Hello,
I did do some more digging about the idea for a "logical client instance
id", and I guess it would overall depend what the goal is, how we would
want do design it.
My personal focus was on KIP-714/KIP-1076 to send KS metrics. Also, the
currently discussed KIP-1324 to send configs, including KS configs, to
the broker.
Not sure what use-cases Mickael had in mind? Given a previous reply, it
seems he was thinking to use a common UUID prefix. This would be
something quite different to what I had in mind. Would love to learn
more. If the goal is to identify every network connection / sent RPC, a
common prefix could make sense. As an alternative, we could add another
tagged field, but it might be overkill? However, with regard to
KIP-714/1076 and KIP-1324 it won't really do what we need there (more
about this below).
I was also a little bit concerned about the "convention to align request
header clientInstanceId to request body fields". The KIP only say that
bumping request versions to avoid this question would be a
"protocol-compatibility nightmare". Digging into it a little bit, I
don't see why it would be a huge problem for KIP-714 RPCs, and I am
wondering if it would still be worth to do the version bump for these
RPCs? Maybe Andrew can elaborate?
However, after some digging I learned that KIP-848/1071 (including
classic group RPCs) actually encoded the `memberId` as `string` type at
protocol level. So while it's an UUID client side, it's not really
broker side. So there is not much to be aligned? It's of course not a
bad idea to generate a single UUID and use for both, but from a protocol
level it seems that bumping these RPCs versions to remove the `string`
fields, and replace with request header `clientInstanceId` field might
not be the right thing to do to begin with. -- So while I agree to the
"nightmare" assessment, it would still be good if the KIP could add more
context why it would be a nightmare.
For KIP-714/1076, the underlying idea of a logical client instance ID
was to know which metrics belong to the physical client vs logical
client. However, the challenge is that a single PushTelemetryRequest may
contain both "native" client metrics as well as user-registered metrics.

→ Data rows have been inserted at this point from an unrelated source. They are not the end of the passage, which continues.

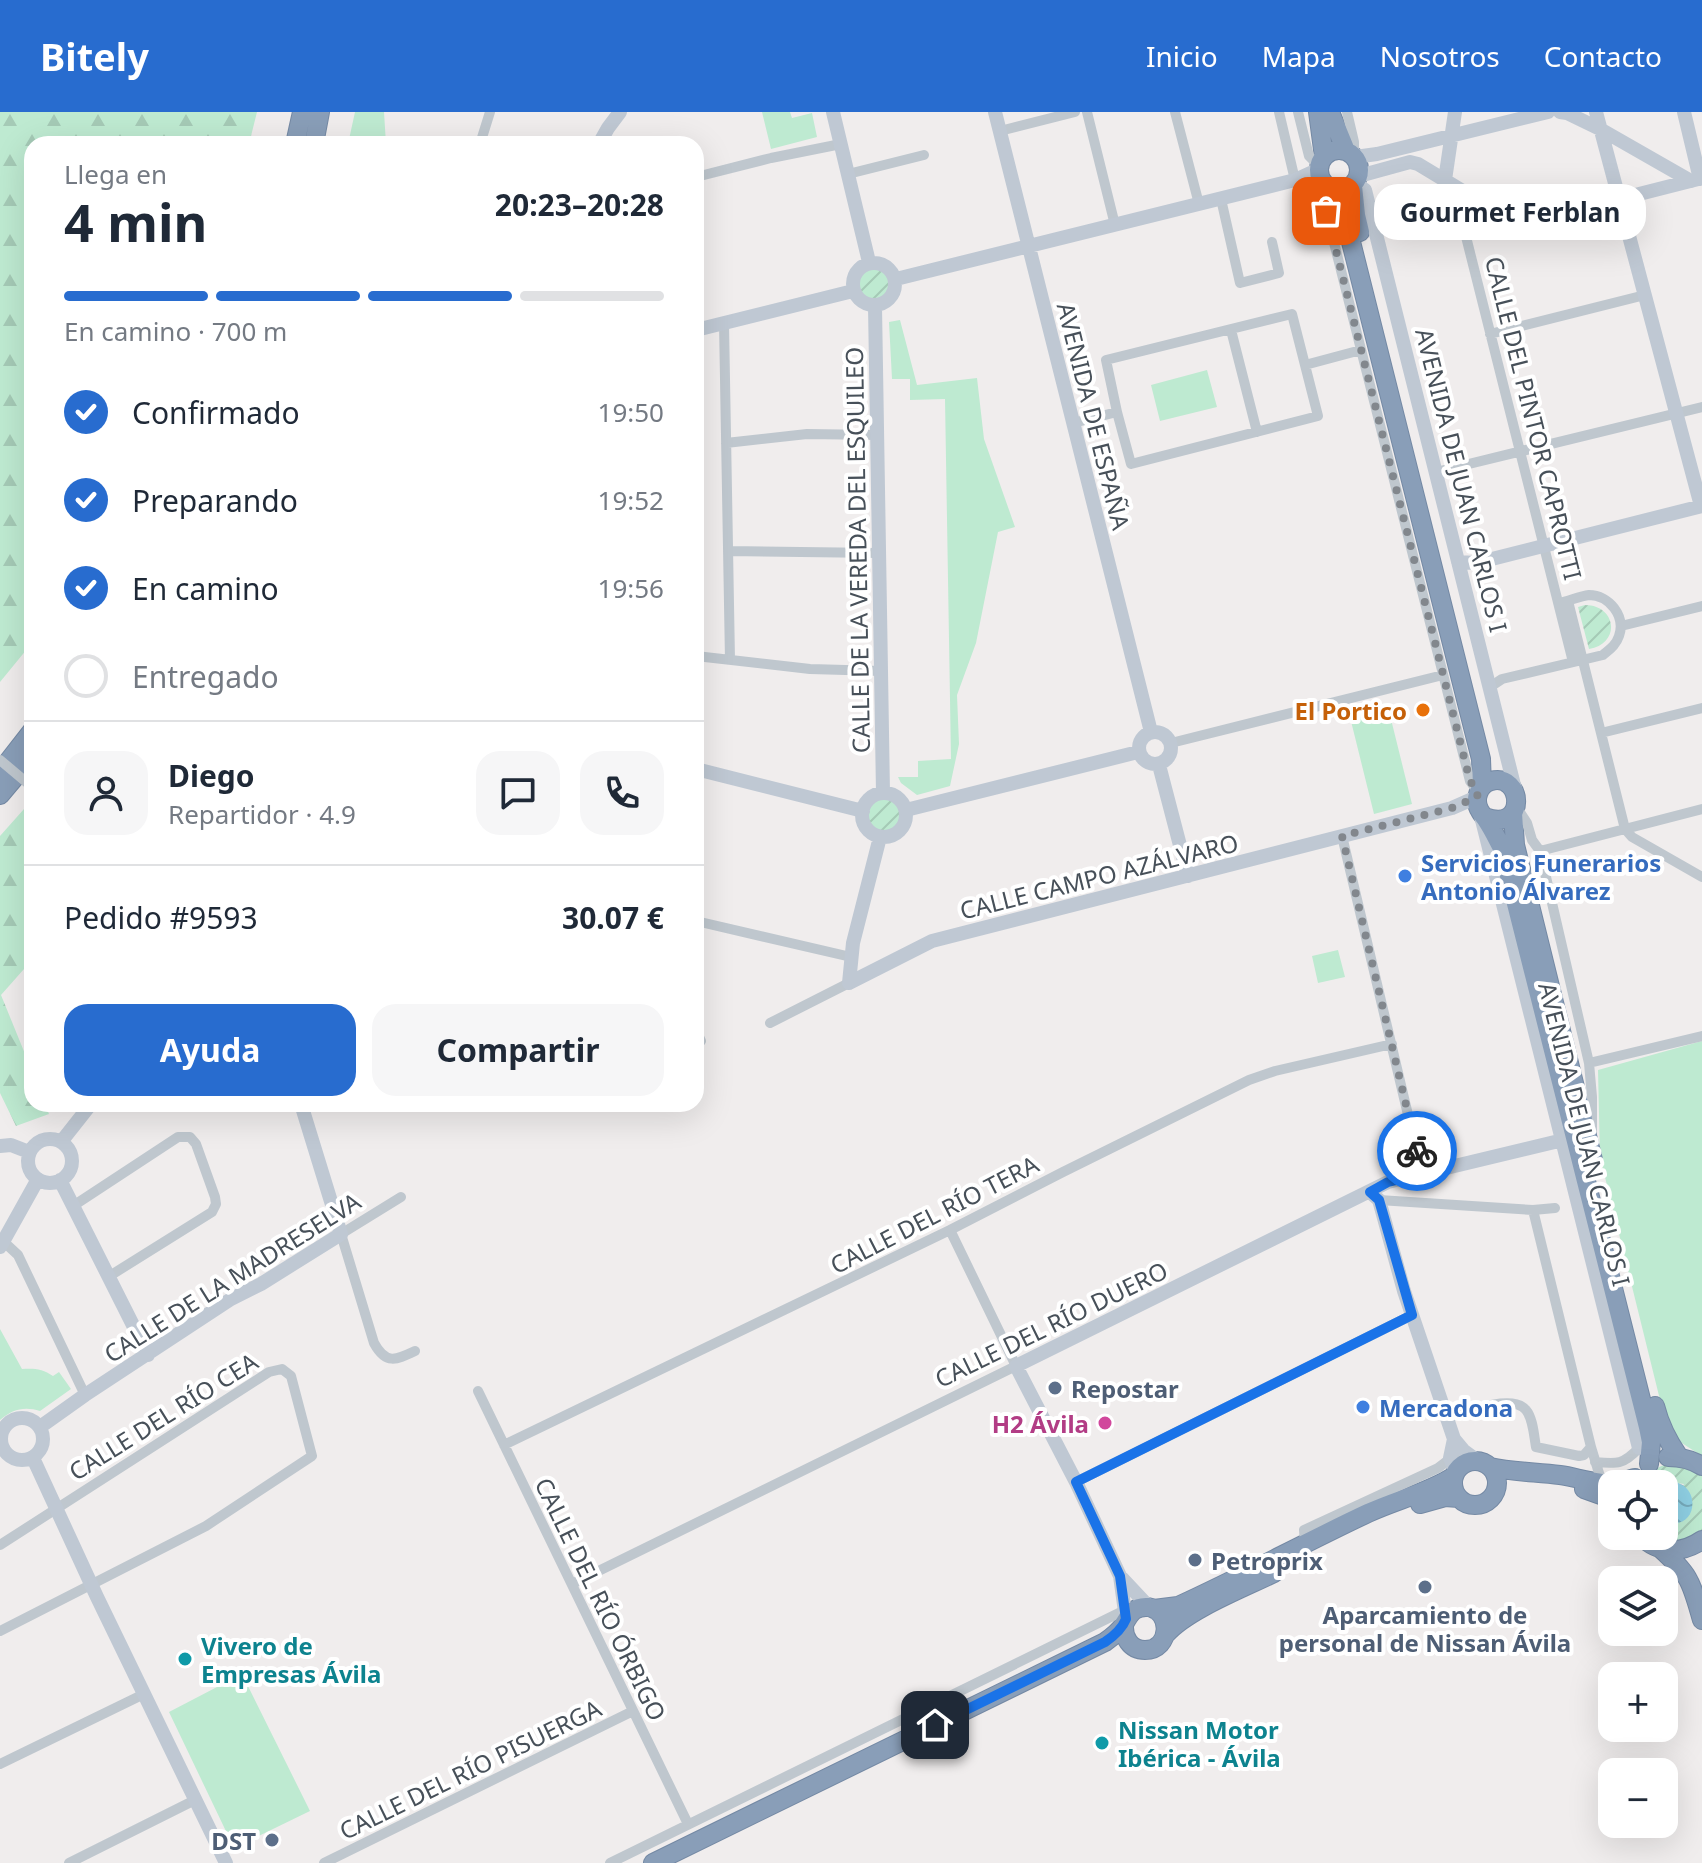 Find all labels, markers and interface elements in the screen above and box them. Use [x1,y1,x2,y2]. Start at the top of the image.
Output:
text: Bitely [40,30,149,82]
text: Inicio [1146,37,1218,75]
text: Mapa [1262,37,1336,75]
text: Nosotros [1380,37,1500,75]
text: Contacto [1544,37,1662,75]
text: Llega en [64,156,167,192]
pin [1292,177,1360,245]
callout: Gourmet Ferblan [1374,183,1646,239]
text: 20:23–20:28 [495,184,664,225]
text: 4 min [64,186,207,257]
icon: bag [1304,189,1348,233]
text: Gourmet Ferblan [1400,194,1620,230]
street label: CALLE DEL PINTOR CAPROTTI [1478,253,1590,583]
street label: AVENIDA DE ESPAÑA [1050,299,1138,534]
text: En camino · 700 m [64,313,287,349]
street label: AVENIDA DE JUAN CARLOS I [1408,325,1516,635]
street label: CALLE DE LA VEREDA DEL ESQUILEO [837,347,877,753]
icon: check [64,390,108,434]
text: Confirmado [132,392,300,433]
text: 19:50 [598,394,664,430]
icon: check [64,478,108,522]
text: Preparando [132,480,298,521]
text: 19:52 [598,482,664,518]
icon: check [64,566,108,610]
text: En camino [132,568,279,609]
text: 19:56 [598,570,664,606]
text: Entregado [132,656,279,697]
place label: El Portico [1295,694,1407,727]
marker: El Portico [1414,701,1432,719]
button: person [64,751,148,835]
button: chat [476,751,560,835]
button: phone [580,751,664,835]
text: Diego [168,755,255,796]
text: Repartidor · 4.9 [168,796,356,832]
street label: CALLE CAMPO AZÁLVARO [956,825,1242,927]
place label: Servicios Funerarios Antonio Álvarez [1421,846,1661,907]
marker: Servicios Funerarios Antonio Álvarez [1396,867,1414,885]
text: Pedido #9593 [64,897,258,938]
text: 30.07 € [562,897,664,938]
street label: AVENIDA DE JUAN CARLOS I [1531,979,1639,1289]
button: Ayuda [64,1004,356,1096]
button: Compartir [372,1004,664,1096]
courier [1377,1111,1457,1191]
icon: bike [1395,1129,1439,1173]
street label: CALLE DEL RÍO TERA [824,1147,1045,1281]
street label: CALLE DE LA MADRESELVA [97,1184,367,1370]
street label: CALLE DEL RÍO DUERO [929,1253,1173,1395]
street label: CALLE DEL RÍO CEA [62,1344,264,1487]
place label: Repostar [1071,1372,1179,1405]
marker: Repostar [1046,1379,1064,1397]
place label: Mercadona [1379,1391,1513,1424]
marker: Mercadona [1354,1398,1372,1416]
place label: H2 Ávila [992,1407,1089,1440]
marker: H2 Ávila [1096,1414,1114,1432]
map controls [1598,1470,1678,1838]
button: locate [1598,1470,1678,1550]
street label: CALLE DEL RÍO ÓRBIGO [528,1472,674,1726]
place label: Petroprix [1211,1544,1323,1577]
marker: Petroprix [1186,1551,1204,1569]
button: layers [1598,1566,1678,1646]
marker: Aparcamiento de personal de Nissan Ávila [1416,1578,1434,1596]
place label: Aparcamiento de personal de Nissan Ávila [1279,1598,1571,1659]
place label: Vivero de Empresas Ávila [201,1629,381,1690]
marker: Vivero de Empresas Ávila [176,1650,194,1668]
button: + [1598,1662,1678,1742]
street label: CALLE DEL RÍO PISUERGA [334,1691,607,1847]
pin [901,1691,969,1759]
icon: home [913,1703,957,1747]
place label: Nissan Motor Ibérica - Ávila [1118,1713,1281,1774]
marker: Nissan Motor Ibérica - Ávila [1093,1734,1111,1752]
button: − [1598,1758,1678,1838]
place label: DST [211,1824,256,1857]
marker: DST [263,1831,281,1849]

Thus, adding a new `logicalClientInstanceId` field at the request level
does not really help (neither does the proposed prefix). I don't think
it would be a good idea to send multiple smaller requests (with
different IDs) to keep "native" and "custom" metrics separated. -- It
was also not a problem yet, to only have the single `clientInstanceId`,
so maybe there is no problem to be solved to begin with? -- As an
alternative, I was thinking if it could make sense to instead encode a
logical client instance id (== KS ProcessId) as metric tag (either at KS
level directly, or by adding it dynamically before sending to the
broker). Some KS metrics already have the `ProcessId` as tag. But it
seems we are heading into a quite independent discussion now, that has
not much to do with KIP-1313 any longer, so I think we might want to
defer it?
The only open question is KIP-1324, for which we indeed cannot use the
same `clientInstanceId` for eg, consumer and KS configs. But the KIP is
still under discussion, so maybe we can find some other solution (there
is the idea to hijack the Admin's network connection...).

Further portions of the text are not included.